The Curve was dead in the 1970s and through the 1990s:

https://mises.org/library/phillips-curve

And still dead:

http://www.economonitor.com/dolanecon/2014/05/12/what-ever-h...

I just wish it would die completely.

I was under the impression that Austrian economics was mostly considered fringe, much like (human-caused) climate change deniers. I have no formal training in economics other than a "101" class in univ, just wondering what your background is and if you could fill me in more on it. Thanks!
Austrian can be considered a branch of classical economics. Calling it entirely fringe is gross over-generalization. Like I don't agree on their view on monetary policy, but I would never label the entire branch as fringe. They have some areas they depart, but they also have some areas where they agree with literally hundreds of years of political economics, including contemporaries. The world doesn't revolve around Keynesians.

I went to UC Berkeley and went though almost an entire minor in econ but now work in financial technology and developing trading systems and strategies, everything from statistical arbitrage to macro- and micro-economic news events to options.

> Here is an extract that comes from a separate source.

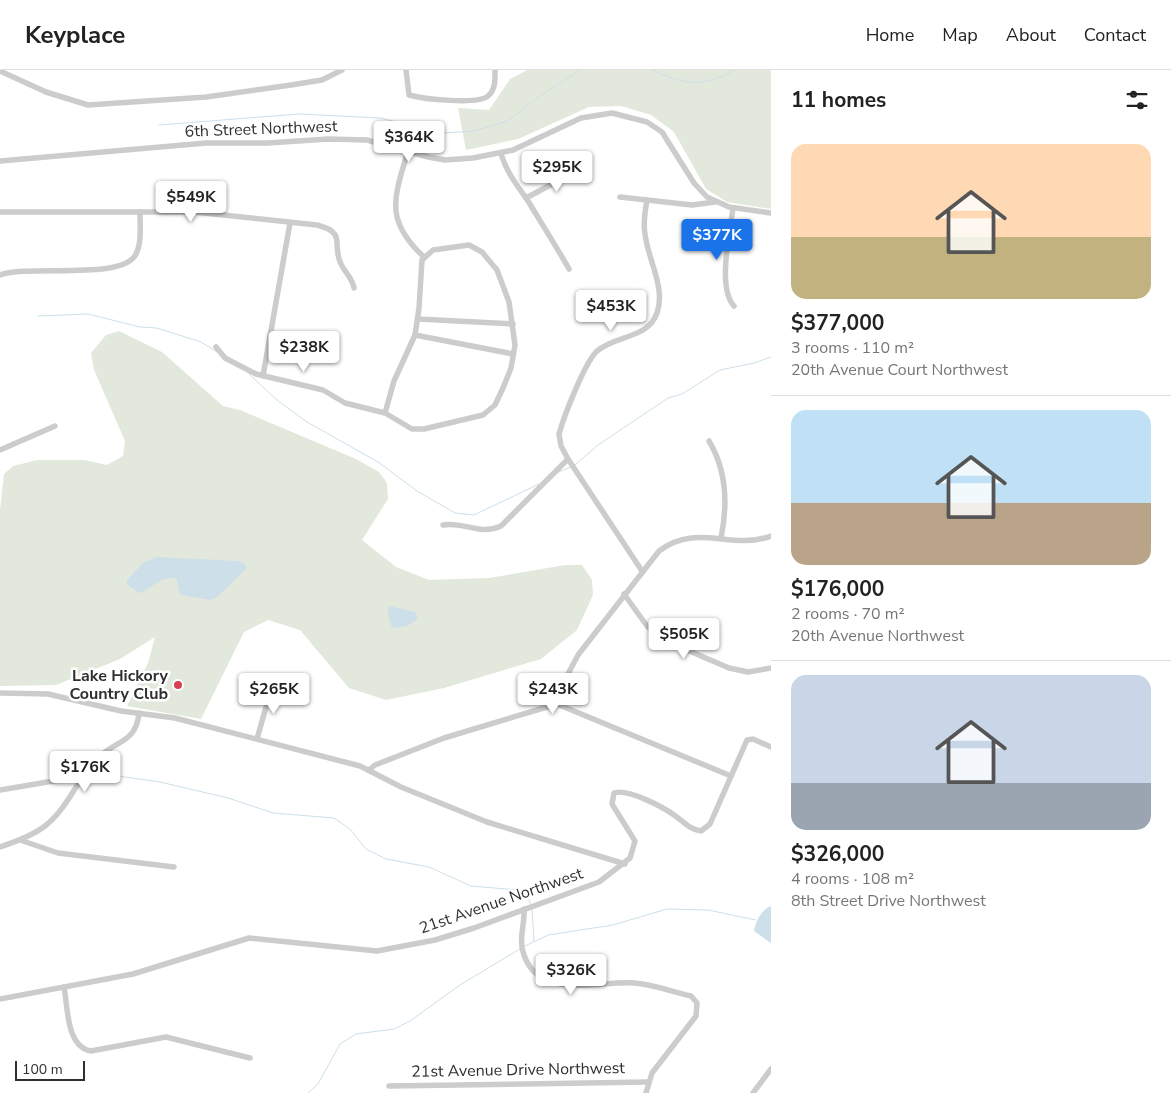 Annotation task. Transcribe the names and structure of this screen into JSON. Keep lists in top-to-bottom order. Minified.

I buy the story on the Phillips curve (not only attacks by the Austrials, but pretty much everybody except Keynsians) because the data against it is just really good. When I was in school I bought into the theory, but since then I've been convinced pretty heavily that the correlation only exists because of policy actions and the causation definitely doesn't exist. I used to have some correspondence with a former Reagan adviser (a Democrat) that was really quite persuasive.